Modern Problems Require Modern Solutions
In today’s world, musicians are required to be quite self-reliant, from putting out their own music without label help, putting together a “grass-roots” tour, and providing their own PA at gigs. Singer-songwriters especially rely solely on themselves because they’re the entire band in one person. Modern acoustic amplifiers are designed around key features that solve multiple performance needs.
Many acoustic amplifiers from companies like Roland and Fender feature a custom-tailored EQ that takes the “boxiness” out. Anti-feedback systems in modern acoustic amps control phase and add filters to counter feedback with the press of a button.

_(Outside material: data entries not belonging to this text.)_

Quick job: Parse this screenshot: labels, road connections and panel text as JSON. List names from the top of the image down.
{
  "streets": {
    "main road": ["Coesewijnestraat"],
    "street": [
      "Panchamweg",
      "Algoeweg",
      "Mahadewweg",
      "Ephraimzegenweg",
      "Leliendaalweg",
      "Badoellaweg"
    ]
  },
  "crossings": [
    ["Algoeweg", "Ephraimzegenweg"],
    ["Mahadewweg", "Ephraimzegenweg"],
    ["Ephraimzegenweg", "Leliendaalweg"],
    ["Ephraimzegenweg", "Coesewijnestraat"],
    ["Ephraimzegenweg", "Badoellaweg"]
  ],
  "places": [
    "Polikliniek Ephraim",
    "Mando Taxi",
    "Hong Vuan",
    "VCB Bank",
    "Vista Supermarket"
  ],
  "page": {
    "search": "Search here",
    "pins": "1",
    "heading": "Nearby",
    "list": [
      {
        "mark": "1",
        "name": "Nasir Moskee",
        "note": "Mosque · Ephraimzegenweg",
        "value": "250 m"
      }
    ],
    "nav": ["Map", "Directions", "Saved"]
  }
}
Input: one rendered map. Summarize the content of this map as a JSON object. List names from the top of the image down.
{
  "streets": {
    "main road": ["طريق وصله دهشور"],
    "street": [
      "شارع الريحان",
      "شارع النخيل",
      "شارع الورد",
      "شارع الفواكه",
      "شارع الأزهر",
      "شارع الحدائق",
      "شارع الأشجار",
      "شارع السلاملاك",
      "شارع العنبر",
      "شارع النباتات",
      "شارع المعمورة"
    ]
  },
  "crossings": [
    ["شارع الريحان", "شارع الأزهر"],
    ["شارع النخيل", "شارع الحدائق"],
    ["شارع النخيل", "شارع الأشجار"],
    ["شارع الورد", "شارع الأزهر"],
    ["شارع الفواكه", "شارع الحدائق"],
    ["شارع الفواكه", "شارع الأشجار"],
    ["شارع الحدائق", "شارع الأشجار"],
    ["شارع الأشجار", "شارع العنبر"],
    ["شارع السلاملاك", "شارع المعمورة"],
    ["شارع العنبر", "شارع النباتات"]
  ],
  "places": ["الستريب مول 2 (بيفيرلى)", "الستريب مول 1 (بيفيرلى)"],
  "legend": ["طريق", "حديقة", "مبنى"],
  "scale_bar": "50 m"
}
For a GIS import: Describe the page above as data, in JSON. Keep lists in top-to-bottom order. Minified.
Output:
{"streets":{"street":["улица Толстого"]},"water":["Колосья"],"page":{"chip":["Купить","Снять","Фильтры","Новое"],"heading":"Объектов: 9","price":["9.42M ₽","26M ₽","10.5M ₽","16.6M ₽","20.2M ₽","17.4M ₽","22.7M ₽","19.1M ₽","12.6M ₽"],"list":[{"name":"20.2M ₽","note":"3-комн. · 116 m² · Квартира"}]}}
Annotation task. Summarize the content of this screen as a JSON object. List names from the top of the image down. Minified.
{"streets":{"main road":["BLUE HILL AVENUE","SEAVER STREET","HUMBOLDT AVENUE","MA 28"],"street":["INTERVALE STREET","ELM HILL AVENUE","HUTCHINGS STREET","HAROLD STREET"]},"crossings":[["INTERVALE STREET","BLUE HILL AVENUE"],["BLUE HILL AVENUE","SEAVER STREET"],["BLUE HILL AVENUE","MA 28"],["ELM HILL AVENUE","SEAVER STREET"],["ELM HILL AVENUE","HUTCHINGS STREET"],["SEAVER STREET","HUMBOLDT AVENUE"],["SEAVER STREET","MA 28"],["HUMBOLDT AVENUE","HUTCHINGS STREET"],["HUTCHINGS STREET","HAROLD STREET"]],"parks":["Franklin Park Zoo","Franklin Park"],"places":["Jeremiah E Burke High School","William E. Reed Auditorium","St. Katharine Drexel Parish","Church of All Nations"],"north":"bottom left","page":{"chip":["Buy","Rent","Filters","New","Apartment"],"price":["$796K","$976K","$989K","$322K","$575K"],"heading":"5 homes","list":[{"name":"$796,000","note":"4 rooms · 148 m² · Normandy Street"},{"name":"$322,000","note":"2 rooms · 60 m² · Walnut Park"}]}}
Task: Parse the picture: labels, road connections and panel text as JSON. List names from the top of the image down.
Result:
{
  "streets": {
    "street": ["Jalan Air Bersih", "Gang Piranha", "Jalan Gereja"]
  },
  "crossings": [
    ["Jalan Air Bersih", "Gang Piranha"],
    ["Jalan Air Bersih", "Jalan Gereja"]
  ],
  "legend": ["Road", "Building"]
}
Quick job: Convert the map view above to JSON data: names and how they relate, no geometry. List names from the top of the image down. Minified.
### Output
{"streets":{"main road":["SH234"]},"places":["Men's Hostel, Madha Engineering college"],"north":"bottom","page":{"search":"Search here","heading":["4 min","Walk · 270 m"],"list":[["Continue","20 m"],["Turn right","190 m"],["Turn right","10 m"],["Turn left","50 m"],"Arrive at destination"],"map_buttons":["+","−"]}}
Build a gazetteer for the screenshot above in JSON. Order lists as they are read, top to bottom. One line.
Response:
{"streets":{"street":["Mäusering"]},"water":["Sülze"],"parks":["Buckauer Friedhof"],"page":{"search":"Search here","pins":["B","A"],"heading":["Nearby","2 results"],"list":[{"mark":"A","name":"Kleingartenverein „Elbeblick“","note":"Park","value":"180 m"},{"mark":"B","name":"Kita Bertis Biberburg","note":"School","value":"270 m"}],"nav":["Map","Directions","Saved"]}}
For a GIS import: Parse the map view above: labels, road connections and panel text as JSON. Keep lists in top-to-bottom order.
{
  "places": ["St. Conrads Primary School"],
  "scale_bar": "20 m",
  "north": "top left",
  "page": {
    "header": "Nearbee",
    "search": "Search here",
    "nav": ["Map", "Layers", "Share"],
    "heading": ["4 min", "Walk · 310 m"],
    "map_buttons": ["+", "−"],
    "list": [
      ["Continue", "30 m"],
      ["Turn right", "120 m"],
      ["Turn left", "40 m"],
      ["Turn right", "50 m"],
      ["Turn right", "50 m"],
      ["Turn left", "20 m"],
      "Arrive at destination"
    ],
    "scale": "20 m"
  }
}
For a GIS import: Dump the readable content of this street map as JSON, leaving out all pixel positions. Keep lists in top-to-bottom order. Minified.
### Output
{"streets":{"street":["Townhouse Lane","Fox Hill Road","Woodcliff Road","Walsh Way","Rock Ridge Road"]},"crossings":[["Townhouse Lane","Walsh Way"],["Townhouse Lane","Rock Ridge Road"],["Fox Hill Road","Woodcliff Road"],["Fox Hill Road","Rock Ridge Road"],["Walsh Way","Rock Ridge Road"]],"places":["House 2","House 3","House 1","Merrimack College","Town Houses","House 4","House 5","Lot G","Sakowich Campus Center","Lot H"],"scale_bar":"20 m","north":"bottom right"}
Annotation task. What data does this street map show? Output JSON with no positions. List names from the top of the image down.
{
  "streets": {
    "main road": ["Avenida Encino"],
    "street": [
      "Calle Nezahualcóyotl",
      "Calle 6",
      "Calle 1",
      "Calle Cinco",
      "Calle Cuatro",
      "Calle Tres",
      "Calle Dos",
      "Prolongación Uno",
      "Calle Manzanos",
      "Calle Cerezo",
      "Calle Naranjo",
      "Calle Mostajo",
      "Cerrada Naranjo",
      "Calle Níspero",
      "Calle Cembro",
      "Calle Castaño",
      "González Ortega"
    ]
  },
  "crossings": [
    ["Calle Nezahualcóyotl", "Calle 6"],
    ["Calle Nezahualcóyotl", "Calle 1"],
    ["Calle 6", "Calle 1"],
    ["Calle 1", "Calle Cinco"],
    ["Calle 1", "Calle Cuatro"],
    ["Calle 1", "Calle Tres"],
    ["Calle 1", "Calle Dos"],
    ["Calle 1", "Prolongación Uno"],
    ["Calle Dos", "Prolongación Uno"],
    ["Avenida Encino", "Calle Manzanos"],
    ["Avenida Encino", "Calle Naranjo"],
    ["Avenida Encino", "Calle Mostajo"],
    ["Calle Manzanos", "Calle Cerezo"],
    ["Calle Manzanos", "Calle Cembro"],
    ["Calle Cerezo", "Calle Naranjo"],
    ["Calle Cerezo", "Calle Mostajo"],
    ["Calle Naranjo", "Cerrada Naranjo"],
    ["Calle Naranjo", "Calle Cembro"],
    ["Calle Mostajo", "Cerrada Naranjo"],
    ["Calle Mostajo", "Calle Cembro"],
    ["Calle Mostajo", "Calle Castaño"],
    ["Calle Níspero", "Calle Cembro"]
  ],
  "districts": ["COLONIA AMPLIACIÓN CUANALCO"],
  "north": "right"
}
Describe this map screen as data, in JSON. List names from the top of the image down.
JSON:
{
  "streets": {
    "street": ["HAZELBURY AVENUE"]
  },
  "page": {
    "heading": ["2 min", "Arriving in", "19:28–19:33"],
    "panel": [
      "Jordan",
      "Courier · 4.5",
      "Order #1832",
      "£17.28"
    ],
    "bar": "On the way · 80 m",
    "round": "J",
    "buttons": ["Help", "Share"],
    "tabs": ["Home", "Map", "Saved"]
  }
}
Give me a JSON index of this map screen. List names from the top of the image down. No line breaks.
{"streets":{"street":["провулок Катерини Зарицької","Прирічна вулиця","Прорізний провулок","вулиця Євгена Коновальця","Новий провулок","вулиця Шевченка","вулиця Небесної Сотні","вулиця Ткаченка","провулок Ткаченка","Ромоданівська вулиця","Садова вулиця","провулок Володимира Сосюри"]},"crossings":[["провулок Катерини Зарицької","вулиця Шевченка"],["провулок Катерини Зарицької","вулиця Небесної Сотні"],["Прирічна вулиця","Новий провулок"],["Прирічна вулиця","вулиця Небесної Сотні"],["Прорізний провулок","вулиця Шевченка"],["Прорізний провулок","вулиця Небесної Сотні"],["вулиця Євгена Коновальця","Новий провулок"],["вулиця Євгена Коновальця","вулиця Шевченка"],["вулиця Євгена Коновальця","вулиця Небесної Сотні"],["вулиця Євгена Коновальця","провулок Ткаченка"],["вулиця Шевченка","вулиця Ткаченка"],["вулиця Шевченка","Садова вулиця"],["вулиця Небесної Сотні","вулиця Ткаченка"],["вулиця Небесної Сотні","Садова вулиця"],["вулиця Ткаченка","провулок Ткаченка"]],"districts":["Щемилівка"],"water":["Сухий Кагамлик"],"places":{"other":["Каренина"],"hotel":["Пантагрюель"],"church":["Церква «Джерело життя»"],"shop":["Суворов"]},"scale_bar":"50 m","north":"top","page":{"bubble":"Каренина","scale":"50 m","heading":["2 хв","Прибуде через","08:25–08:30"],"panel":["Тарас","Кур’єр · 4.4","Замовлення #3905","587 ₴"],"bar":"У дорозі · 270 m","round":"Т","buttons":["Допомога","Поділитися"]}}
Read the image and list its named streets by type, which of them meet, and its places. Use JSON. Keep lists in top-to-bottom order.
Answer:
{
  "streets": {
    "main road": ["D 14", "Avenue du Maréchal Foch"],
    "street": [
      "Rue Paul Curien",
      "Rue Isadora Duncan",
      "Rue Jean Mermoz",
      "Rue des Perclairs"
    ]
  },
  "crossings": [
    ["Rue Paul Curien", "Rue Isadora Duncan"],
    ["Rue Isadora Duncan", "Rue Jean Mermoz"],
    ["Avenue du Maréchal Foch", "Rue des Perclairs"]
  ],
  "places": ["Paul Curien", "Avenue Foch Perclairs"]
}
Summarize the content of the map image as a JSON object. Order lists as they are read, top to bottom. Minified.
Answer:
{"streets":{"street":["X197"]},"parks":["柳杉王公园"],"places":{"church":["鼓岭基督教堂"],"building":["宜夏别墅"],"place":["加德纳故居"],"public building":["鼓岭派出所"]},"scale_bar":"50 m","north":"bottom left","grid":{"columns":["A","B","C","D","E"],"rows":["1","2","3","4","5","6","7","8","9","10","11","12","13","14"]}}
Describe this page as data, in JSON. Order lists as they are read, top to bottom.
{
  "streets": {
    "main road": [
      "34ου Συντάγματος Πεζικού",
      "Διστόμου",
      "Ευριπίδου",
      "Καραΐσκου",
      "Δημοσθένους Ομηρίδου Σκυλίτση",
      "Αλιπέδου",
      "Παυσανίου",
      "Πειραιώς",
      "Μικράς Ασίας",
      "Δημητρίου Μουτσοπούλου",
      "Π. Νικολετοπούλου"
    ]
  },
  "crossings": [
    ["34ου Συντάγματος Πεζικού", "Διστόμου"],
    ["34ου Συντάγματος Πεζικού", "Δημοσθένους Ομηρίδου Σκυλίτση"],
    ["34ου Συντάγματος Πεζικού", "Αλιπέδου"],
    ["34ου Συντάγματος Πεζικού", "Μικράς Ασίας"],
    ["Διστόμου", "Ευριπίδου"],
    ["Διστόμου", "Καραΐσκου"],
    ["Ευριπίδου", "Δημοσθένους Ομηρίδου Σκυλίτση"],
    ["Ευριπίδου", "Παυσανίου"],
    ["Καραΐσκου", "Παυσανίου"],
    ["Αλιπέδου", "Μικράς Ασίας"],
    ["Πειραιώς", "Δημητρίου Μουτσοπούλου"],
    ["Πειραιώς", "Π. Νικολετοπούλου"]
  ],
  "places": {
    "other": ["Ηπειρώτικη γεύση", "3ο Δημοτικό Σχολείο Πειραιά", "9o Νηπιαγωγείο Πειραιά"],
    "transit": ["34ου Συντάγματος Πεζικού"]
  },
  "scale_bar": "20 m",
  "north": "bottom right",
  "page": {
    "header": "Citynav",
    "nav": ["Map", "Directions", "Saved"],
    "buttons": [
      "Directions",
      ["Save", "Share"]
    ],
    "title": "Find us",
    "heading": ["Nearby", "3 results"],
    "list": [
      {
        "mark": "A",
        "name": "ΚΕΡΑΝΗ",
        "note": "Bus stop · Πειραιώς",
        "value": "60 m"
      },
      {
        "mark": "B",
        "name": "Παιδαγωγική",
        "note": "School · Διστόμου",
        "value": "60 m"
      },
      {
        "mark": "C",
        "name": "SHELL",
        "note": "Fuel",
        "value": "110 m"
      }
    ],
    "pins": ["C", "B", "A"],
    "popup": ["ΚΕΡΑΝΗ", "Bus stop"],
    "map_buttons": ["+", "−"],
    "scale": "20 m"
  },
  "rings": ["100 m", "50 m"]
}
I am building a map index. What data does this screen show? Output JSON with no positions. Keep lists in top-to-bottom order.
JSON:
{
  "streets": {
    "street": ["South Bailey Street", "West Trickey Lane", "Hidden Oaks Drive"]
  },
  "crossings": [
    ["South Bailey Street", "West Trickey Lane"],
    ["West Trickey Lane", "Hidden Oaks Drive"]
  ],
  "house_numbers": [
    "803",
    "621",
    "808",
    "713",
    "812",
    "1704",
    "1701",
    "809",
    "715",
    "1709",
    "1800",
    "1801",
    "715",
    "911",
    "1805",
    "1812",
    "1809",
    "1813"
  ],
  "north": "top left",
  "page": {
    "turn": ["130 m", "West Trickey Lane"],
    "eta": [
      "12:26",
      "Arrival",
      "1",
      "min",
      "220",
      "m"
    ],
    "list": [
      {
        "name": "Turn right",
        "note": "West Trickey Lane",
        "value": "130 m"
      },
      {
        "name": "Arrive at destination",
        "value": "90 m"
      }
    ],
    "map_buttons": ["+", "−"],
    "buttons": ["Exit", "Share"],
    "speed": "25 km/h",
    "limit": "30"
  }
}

These amps also features special acoustic-tailored effects that highlight the beauty of acoustic guitar tone, rather than overshadow it. This includes pre-delay, diffusion, reverb and chorus effects that broaden your acoustic stereo image.
And finally, many modern acoustic amplifiers feature microphone inputs. Much like a PA speaker, acoustic amplifiers feature a flat frequency that’s ideal for vocals. Many acoustic amps feature standard XLR inputs, so you can bring one amp to the gig and get by just fine. This is especially useful for busking musicians that have limited power outlets or space when performing live.
So instead of asking if you truly need an acoustic amplifier, ask “do I really want my acoustic guitar to sound as good as possible?” Because if you answer “yes,” you definitely need a proper acoustic amplifier.